Подхватив второй баллон и не обращая внимание на его тяжесть, я бросился прочь от проклятых ворот, прочь от треклятой двери, прочь из этого дьявольского тоннеля! Ни разу не остановившись, я преодолел весь его изгиб и вышел на финишную прямую, увидев спасительный маяк. Как я оказался в ризнице, как задраился изнутри, как сбросил баллоны – я уже не помнил. В тот миг мной владело одно единственное желание: излить хоть кому-нибудь свой ужас, выплеснуть хоть на что-нибудь свою злобу и беспомощность. В помешательстве я подбежал к столу с инструментами, схватил первую попавшуюся железяку и вперил бешеный взгляд в серую штукатурку стен, выискивая на них хоть самую малость свободного пространства…

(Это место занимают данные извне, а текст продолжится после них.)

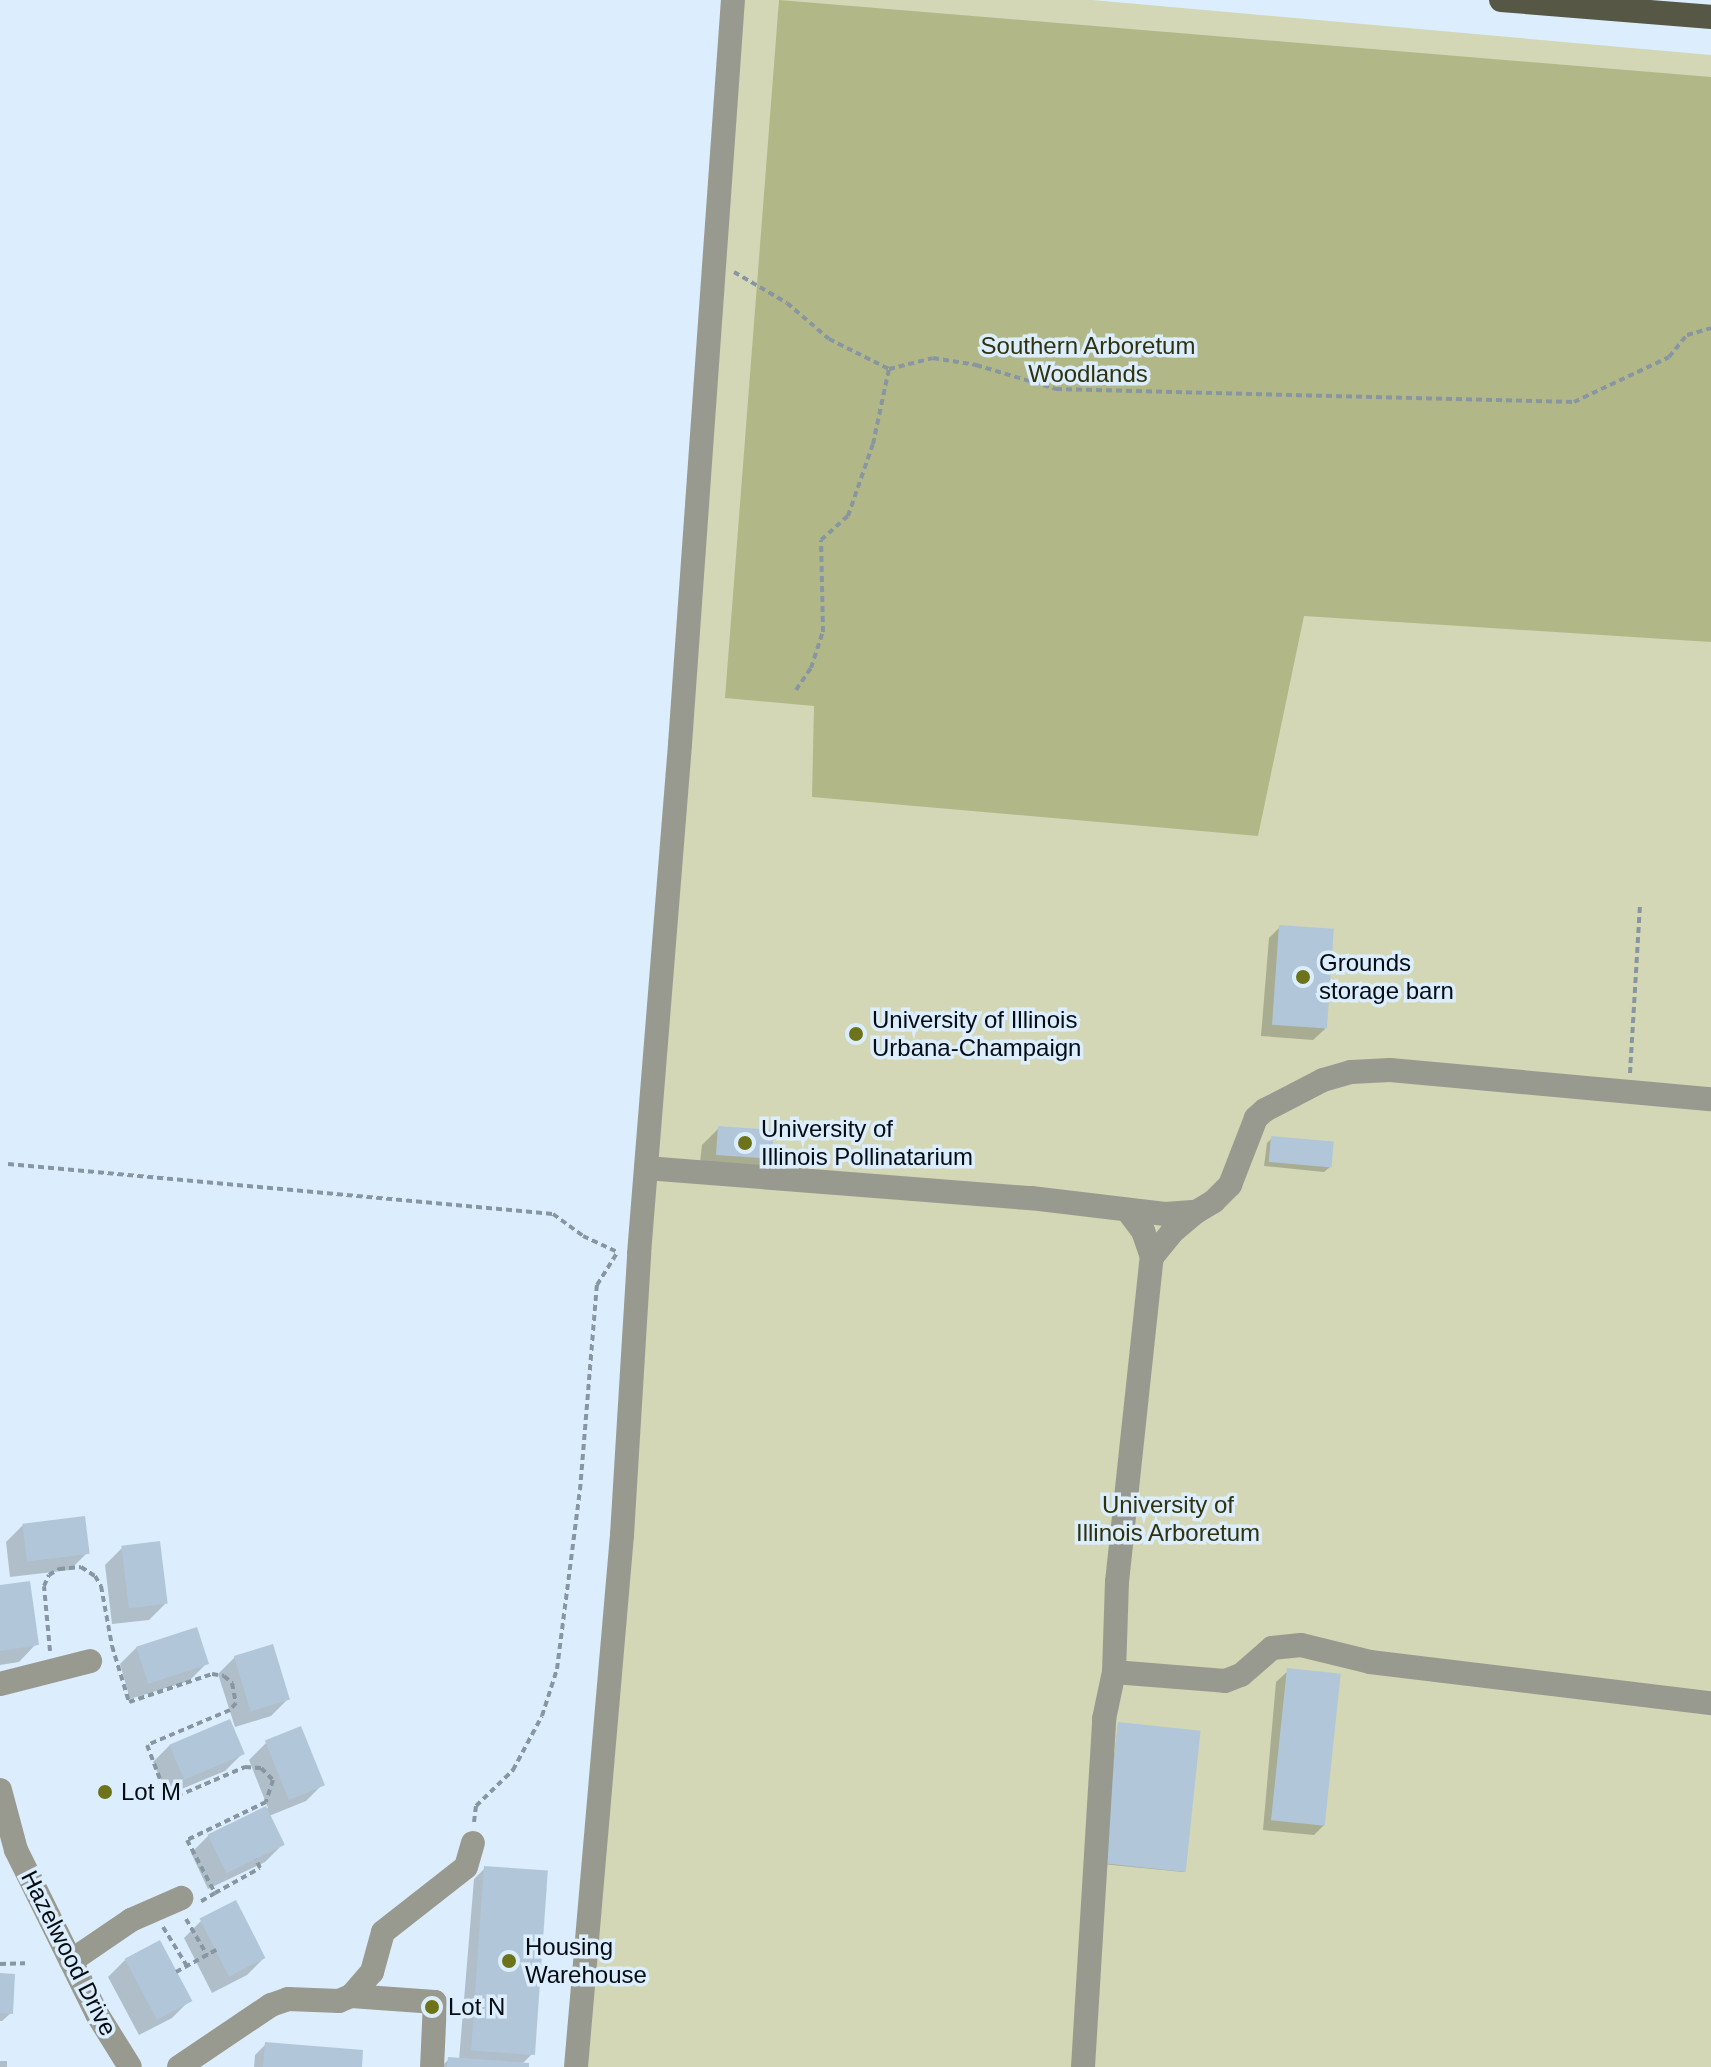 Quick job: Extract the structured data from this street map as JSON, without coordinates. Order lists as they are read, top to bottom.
{
  "streets": {
    "street": ["Hazelwood Drive"]
  },
  "parks": ["Southern Arboretum Woodlands", "University of Illinois Arboretum"],
  "places": [
    "Grounds storage barn",
    "University of Illinois Urbana-Champaign",
    "University of Illinois Pollinatarium",
    "Lot M",
    "Housing Warehouse",
    "Lot N"
  ]
} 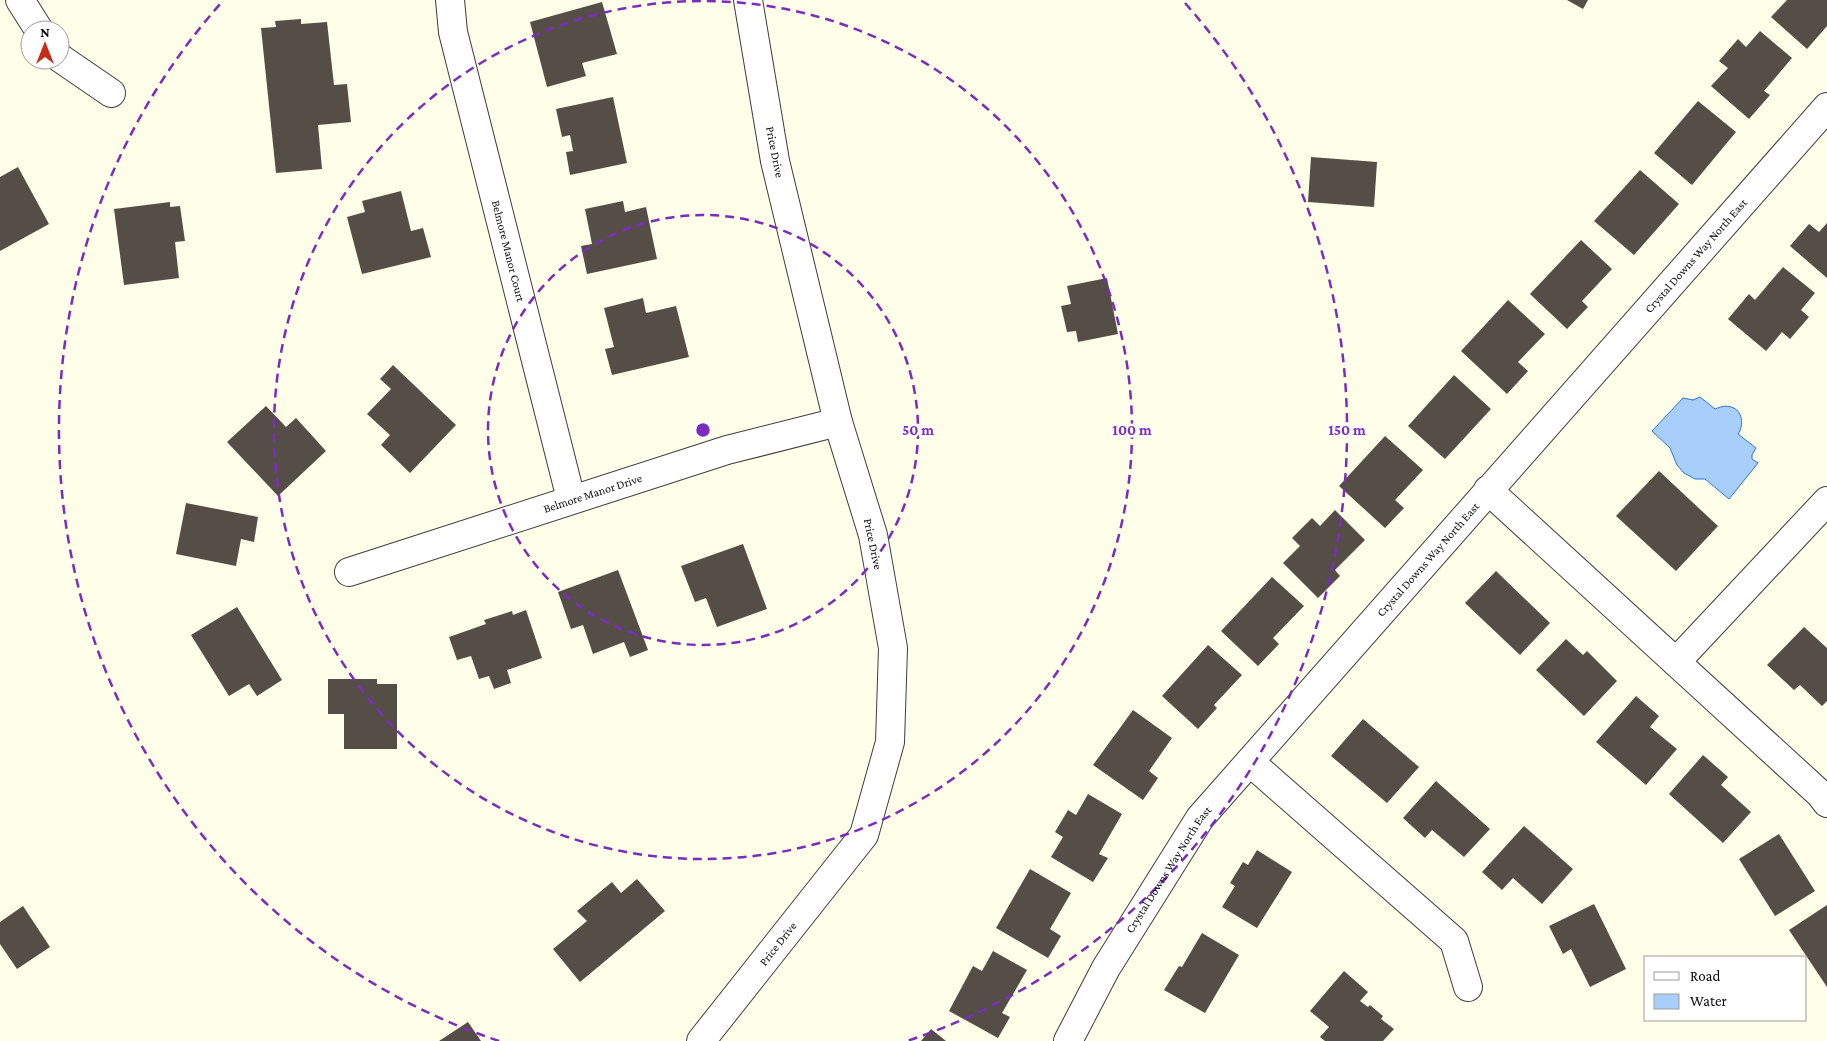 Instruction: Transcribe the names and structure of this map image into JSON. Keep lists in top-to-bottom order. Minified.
{"streets":{"street":["Price Drive","Belmore Manor Court","Crystal Downs Way North East","Belmore Manor Drive"]},"crossings":[["Price Drive","Belmore Manor Drive"],["Belmore Manor Court","Belmore Manor Drive"]],"legend":["Road","Water"],"north":"top","rings":["50 m","100 m","150 m"]} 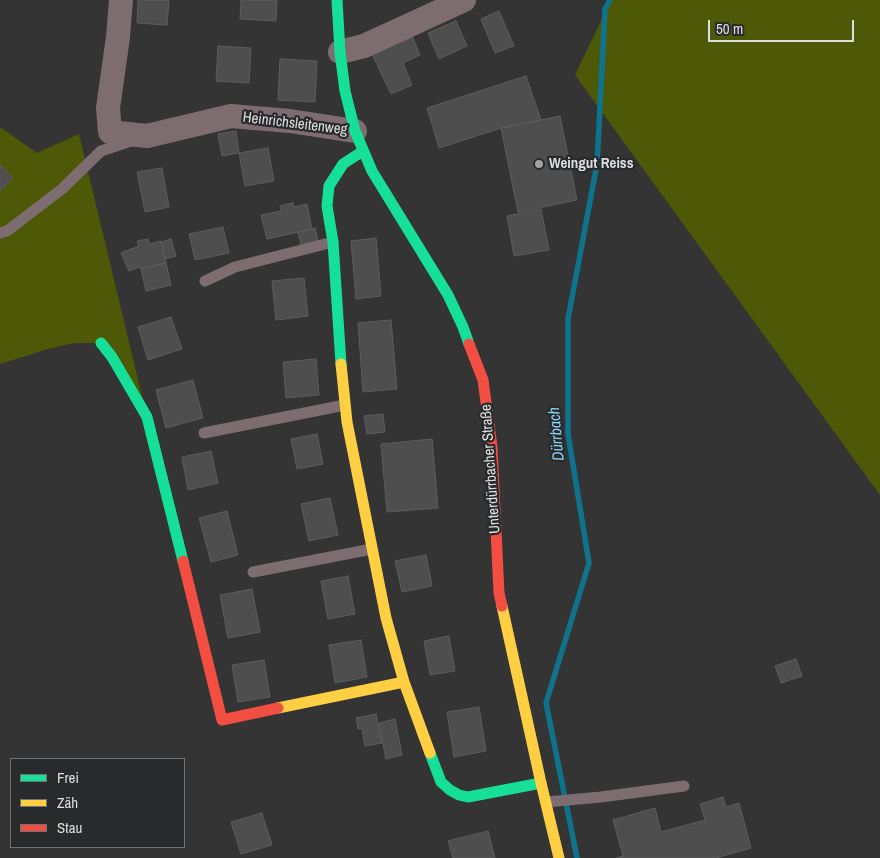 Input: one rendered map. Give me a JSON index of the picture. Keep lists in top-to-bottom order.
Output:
{
  "streets": {
    "street": ["Heinrichsleitenweg", "Unterdürrbacher Straße"]
  },
  "crossings": [
    ["Heinrichsleitenweg", "Unterdürrbacher Straße"]
  ],
  "water": ["Dürrbach"],
  "places": ["Weingut Reiss"],
  "legend": ["Frei", "Zäh", "Stau"],
  "scale_bar": "50 m"
}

VII. Наследник из Калькутты

Меня разбудил полуденный выстрел. В келье было темно. Я зажег ночник и огляделся, потирая глаза: в памяти незамедлительно ожили события и переживания прошлой ночи, но память отказывалась сообщить мне о том, как я добрался до кельи. И все же, после возвращения в ризницу, мне, по-видимому, хватило сил переодеться, или – забрать цивильную одежду с собой, потому что она хаотично валялась тут же, на полу.

Часы в кают-компании пробили двенадцать ударов, и до меня донесся звук работающего телевизора. Казематы снова наполнял запах ладана и аромат чего-то съестного и аппетитного. И мой желудок тотчас же сообщил мне о том, насколько я голоден. Одеваясь, я терзался вопросом: «рассказывать старику о произошедшем со мной ночью или нет?», и поймал себя на слове «старик». Выглядел и держался Харон для своих лет – хоть я еще и не знал их полного числа – весьма неплохо. И назвав его стариком, я не желал оскорбить его почтенный возраст. Так обычно говорят сыновья о своих отцах «мой Старик». Я не был Харону сыном, а он – мне отцом, но такое обращение к нему, пусть и мысленное, мне понравилось.

Я вышел в кают-компанию. По телевизору шел отечественный фильм.

– Доброе утро! – поприветствовал меня наставник. Он сидел на стуле, повернувшись к телевизору и попыхивал трубкой.

– Доброе! – согласился я, не будучи уверенным, что оно на самом деле доброе.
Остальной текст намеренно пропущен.